SOURCE DATA:
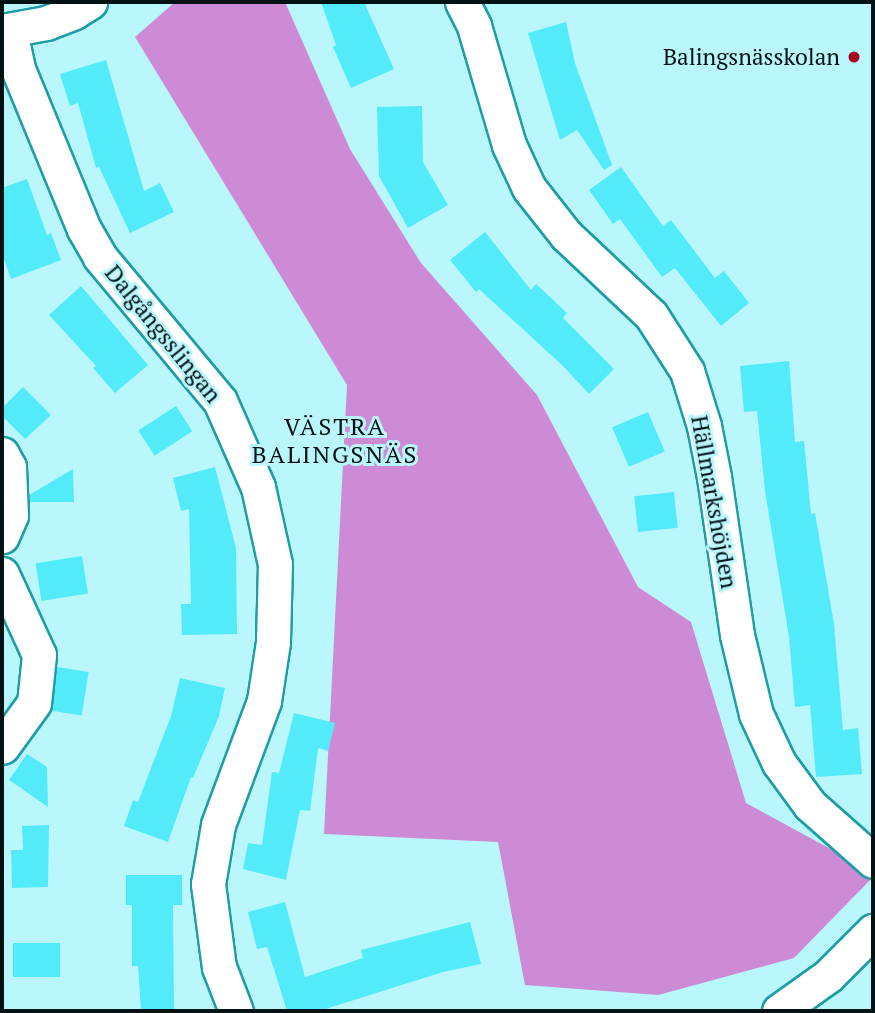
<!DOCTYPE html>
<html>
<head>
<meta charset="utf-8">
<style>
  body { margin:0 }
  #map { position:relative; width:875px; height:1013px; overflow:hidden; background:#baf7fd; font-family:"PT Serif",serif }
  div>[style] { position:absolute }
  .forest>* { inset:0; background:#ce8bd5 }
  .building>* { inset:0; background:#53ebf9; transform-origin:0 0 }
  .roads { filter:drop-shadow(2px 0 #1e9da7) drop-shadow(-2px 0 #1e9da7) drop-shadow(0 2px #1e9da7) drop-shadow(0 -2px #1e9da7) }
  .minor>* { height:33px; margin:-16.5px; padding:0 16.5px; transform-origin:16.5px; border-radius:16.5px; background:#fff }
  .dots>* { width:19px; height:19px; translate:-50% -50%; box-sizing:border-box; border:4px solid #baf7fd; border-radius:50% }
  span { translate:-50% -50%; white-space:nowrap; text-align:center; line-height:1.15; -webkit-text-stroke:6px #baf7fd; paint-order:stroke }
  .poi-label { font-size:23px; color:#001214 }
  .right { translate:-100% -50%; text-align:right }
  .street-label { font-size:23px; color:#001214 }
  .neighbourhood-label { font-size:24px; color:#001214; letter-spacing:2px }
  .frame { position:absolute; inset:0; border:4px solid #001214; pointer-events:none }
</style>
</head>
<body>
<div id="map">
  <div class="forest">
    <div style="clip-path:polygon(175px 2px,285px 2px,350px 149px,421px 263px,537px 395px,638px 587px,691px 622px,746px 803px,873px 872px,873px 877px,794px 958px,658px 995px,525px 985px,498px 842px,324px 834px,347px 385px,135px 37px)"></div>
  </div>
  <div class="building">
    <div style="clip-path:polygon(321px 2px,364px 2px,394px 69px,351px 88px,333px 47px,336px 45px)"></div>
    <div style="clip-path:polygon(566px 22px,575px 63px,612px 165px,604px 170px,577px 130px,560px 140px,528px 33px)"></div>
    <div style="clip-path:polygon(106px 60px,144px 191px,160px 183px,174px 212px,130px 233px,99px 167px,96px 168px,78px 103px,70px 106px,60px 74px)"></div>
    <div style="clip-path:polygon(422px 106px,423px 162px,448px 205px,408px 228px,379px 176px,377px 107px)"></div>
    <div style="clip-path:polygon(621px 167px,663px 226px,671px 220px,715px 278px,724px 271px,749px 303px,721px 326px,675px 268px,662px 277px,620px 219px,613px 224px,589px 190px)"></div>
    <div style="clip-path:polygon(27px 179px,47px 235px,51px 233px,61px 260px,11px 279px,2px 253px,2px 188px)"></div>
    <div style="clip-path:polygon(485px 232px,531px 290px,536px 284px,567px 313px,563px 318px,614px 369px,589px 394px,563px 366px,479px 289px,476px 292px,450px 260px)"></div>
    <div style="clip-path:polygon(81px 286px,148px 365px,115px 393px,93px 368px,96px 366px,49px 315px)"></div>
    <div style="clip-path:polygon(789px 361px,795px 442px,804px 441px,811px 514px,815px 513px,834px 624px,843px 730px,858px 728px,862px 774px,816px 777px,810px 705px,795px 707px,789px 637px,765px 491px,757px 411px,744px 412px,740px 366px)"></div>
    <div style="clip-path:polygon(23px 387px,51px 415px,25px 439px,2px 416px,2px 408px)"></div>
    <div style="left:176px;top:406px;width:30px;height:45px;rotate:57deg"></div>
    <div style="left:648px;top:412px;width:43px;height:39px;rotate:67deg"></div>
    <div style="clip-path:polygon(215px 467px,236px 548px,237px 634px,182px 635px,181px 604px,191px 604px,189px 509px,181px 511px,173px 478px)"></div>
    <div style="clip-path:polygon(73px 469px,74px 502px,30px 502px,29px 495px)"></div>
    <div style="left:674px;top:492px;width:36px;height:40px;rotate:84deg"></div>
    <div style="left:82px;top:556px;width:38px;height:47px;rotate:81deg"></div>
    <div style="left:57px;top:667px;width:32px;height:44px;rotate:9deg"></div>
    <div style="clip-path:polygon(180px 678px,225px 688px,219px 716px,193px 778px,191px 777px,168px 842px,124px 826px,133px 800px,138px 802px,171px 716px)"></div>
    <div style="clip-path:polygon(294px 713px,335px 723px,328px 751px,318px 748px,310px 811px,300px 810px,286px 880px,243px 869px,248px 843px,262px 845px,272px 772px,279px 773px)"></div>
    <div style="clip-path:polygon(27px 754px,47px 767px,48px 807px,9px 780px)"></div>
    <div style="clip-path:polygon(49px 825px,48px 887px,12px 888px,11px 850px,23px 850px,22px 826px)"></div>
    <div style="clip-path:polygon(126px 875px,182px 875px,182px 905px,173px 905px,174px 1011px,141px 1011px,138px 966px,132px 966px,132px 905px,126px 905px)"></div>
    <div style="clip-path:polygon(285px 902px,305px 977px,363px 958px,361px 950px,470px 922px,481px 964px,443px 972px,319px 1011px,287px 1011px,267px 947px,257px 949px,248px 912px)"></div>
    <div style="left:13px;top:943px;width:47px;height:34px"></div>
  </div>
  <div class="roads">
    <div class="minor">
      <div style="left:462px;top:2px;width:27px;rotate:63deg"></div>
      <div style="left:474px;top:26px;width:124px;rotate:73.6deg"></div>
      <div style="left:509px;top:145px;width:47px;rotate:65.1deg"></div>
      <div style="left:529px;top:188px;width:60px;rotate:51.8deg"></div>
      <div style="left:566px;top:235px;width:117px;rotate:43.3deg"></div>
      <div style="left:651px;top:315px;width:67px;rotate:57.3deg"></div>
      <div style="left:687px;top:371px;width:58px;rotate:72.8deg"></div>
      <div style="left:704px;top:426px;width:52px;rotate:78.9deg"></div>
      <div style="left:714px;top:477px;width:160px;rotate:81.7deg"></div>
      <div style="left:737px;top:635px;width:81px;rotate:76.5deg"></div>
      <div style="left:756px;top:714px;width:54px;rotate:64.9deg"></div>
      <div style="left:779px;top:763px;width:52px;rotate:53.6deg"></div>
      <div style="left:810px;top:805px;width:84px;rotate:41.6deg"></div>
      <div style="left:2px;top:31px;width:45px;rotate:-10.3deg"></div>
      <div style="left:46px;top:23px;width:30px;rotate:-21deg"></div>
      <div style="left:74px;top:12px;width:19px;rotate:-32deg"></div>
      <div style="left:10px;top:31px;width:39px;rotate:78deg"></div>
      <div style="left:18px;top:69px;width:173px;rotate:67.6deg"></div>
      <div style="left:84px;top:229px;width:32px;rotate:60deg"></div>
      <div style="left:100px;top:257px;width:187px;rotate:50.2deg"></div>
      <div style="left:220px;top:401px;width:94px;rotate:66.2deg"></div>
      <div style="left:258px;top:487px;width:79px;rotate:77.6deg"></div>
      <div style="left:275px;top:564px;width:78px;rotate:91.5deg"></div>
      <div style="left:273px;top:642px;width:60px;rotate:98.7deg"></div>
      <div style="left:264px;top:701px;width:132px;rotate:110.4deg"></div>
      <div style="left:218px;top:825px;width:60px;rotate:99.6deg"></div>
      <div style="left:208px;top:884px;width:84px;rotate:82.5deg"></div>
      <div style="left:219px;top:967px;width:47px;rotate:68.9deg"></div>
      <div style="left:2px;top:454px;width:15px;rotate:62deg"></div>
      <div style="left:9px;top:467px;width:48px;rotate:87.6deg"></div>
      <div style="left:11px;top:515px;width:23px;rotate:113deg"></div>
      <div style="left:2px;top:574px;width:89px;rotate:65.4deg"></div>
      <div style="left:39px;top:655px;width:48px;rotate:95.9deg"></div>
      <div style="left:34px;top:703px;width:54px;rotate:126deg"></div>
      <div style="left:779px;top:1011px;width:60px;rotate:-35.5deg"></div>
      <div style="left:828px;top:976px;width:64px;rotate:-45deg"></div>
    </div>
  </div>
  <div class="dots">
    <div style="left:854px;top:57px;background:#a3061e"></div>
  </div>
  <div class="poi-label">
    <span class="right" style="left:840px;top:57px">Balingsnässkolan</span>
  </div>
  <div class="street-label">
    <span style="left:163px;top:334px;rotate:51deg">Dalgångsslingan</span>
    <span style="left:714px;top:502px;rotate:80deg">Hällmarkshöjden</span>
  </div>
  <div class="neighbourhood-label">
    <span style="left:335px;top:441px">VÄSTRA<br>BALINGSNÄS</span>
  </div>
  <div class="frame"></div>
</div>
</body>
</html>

--

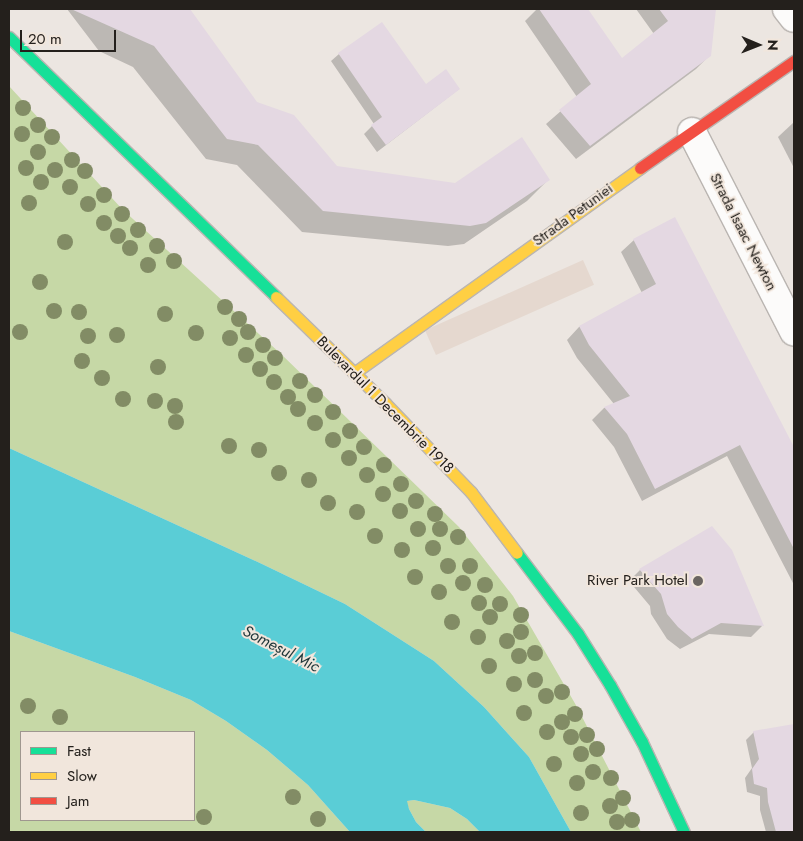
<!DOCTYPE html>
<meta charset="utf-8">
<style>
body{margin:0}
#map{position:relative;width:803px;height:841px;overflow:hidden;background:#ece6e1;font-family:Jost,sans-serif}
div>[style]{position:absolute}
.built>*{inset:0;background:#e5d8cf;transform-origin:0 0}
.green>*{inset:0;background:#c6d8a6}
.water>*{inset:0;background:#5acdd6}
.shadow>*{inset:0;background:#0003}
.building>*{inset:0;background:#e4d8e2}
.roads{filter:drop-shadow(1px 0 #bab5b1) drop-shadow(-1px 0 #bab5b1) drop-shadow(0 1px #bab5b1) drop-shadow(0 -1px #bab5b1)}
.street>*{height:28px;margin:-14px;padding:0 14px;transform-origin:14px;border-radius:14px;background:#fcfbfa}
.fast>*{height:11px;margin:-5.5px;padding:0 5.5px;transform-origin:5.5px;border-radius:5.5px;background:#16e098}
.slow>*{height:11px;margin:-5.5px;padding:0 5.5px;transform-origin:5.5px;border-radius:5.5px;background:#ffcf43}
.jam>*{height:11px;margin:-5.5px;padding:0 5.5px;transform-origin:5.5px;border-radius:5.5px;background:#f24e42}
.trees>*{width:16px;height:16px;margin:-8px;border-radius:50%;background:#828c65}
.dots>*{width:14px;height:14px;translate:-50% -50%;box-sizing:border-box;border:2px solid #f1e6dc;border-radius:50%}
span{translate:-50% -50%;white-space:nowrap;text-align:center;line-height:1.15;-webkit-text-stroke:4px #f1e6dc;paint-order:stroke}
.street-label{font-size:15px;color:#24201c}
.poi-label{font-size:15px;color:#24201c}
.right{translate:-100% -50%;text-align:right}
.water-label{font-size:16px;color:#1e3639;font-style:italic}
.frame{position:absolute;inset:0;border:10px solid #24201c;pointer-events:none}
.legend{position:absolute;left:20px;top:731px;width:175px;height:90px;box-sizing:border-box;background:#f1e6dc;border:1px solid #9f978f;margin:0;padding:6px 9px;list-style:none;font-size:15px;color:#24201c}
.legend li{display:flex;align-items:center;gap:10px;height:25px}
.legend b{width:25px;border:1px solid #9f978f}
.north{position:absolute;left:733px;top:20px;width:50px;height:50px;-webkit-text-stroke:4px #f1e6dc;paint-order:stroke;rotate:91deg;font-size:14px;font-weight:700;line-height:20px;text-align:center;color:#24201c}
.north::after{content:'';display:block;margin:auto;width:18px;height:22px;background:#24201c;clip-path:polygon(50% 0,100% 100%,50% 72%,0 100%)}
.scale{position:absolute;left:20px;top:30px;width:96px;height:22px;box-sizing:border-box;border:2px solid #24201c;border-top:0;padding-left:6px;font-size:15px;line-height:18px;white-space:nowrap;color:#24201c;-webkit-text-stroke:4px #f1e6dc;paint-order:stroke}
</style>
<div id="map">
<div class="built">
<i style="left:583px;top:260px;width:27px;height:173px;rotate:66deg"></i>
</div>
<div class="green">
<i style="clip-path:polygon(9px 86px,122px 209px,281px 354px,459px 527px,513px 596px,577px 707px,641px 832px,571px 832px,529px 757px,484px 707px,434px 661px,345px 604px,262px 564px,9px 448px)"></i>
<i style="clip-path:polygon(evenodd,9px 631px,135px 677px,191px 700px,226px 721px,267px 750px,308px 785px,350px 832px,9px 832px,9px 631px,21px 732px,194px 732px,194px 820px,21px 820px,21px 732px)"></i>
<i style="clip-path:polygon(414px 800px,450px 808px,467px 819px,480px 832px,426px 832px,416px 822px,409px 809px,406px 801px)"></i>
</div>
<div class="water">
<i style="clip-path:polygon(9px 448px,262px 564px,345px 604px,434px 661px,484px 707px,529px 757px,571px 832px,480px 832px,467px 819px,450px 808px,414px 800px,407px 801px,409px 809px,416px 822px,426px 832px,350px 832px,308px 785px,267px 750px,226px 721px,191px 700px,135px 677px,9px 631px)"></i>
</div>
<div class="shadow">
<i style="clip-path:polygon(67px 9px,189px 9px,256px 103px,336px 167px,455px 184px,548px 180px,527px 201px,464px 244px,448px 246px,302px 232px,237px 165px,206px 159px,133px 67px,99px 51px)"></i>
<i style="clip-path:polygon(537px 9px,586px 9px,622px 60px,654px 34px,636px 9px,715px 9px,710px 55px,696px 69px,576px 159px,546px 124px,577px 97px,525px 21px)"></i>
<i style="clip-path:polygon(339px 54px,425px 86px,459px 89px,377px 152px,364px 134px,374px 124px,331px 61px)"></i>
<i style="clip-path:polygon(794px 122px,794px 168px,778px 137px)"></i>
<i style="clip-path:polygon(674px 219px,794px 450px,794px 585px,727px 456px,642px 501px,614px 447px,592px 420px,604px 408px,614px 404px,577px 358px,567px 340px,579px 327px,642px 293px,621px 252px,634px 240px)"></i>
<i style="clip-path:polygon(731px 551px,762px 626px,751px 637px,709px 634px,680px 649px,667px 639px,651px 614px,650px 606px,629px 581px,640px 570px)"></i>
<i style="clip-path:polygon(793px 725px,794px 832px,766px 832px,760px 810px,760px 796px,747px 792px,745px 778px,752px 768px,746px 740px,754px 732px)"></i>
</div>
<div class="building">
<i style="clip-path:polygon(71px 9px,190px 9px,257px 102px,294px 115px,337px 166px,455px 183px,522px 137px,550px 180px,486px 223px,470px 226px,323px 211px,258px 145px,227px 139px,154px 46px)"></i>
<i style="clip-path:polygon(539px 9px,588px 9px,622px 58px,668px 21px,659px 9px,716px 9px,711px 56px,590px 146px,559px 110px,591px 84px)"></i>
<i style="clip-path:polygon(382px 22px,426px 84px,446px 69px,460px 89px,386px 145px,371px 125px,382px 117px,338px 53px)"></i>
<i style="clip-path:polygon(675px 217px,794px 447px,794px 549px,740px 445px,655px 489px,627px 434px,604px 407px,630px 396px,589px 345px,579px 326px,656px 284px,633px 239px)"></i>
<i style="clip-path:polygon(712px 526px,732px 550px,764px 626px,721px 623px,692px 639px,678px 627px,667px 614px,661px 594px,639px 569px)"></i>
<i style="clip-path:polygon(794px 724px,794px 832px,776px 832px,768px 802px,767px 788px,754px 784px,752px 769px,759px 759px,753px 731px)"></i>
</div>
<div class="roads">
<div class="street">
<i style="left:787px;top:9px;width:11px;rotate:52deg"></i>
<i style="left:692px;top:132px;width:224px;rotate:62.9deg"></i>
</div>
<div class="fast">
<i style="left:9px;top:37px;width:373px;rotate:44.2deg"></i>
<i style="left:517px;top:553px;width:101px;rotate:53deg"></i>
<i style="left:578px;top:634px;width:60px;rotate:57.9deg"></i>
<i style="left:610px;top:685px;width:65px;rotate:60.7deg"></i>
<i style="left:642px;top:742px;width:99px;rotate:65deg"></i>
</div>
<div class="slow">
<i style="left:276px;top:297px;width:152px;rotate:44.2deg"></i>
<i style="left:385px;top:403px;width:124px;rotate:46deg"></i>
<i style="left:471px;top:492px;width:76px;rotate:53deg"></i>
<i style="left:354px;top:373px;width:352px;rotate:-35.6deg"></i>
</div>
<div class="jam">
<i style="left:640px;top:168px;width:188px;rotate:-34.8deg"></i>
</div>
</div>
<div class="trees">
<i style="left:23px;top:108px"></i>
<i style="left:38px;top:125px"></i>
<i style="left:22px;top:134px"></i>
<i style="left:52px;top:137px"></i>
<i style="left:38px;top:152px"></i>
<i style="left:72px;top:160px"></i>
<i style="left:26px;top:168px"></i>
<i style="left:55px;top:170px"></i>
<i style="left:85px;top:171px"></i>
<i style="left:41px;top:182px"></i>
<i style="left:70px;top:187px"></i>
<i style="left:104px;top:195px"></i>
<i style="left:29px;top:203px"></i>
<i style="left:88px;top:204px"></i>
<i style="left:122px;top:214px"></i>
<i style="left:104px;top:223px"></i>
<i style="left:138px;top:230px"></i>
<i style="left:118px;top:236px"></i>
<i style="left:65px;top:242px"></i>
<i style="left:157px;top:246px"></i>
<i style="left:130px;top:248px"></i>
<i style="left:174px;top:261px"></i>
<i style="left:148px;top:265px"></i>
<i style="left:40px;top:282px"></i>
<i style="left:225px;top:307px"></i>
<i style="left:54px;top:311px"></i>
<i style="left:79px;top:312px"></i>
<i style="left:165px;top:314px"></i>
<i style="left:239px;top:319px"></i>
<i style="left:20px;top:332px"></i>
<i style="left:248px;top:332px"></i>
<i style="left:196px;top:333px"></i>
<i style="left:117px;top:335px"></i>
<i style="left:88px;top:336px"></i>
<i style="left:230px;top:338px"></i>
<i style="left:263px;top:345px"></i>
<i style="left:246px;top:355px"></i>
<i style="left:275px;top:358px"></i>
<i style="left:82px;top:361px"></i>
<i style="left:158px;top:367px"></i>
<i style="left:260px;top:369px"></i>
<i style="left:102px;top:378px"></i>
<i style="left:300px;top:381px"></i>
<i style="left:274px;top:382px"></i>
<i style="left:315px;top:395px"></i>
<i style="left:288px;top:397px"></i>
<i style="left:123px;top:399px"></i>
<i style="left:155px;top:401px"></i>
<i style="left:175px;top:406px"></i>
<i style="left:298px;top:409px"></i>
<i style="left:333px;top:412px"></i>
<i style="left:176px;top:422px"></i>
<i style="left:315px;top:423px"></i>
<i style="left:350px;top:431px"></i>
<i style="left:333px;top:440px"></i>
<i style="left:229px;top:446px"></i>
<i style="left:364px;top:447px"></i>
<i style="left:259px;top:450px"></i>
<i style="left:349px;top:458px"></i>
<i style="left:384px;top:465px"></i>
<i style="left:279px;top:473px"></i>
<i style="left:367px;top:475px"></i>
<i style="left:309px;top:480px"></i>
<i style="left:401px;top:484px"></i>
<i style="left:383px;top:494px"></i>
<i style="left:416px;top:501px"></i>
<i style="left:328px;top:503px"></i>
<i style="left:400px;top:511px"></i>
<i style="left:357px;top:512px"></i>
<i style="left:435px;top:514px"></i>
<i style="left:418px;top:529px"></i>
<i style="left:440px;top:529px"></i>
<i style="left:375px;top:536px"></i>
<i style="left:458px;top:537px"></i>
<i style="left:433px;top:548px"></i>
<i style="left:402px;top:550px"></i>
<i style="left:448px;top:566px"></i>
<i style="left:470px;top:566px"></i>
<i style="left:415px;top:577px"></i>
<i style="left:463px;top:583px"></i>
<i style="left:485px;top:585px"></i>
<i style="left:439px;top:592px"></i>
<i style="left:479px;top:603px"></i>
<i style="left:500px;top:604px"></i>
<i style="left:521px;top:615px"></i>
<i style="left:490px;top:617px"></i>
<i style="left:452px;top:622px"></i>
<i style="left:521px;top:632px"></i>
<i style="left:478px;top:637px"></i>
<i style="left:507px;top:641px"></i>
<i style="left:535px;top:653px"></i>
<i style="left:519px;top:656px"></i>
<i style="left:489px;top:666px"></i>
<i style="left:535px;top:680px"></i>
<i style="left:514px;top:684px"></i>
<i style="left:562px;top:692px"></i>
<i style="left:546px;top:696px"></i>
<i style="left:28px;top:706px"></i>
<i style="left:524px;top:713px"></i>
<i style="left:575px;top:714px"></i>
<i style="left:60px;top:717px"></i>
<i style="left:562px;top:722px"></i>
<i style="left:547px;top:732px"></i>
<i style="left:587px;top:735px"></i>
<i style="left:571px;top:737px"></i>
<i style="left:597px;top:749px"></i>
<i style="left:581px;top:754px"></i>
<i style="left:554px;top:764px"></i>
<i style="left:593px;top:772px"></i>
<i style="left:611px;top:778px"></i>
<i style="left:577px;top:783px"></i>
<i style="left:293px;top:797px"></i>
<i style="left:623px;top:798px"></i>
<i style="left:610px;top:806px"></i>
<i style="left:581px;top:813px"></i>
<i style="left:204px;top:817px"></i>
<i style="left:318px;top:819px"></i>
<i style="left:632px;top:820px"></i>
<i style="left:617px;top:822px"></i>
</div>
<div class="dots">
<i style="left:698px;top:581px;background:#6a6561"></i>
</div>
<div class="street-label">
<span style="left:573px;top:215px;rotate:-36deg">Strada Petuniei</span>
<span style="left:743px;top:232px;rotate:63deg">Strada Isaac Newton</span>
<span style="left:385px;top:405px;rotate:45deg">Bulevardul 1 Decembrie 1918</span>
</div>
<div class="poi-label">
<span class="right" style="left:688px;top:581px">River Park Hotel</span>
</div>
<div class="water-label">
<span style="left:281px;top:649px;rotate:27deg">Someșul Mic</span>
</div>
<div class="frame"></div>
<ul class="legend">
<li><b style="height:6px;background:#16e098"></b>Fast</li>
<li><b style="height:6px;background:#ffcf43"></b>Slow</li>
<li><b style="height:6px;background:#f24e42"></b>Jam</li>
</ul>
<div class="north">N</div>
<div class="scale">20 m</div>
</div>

WHAT YOU HAVE TO DO: Across all lines of the data above, count those that contain the word "family", giving the number without further comment.

ANSWER SECTION: 2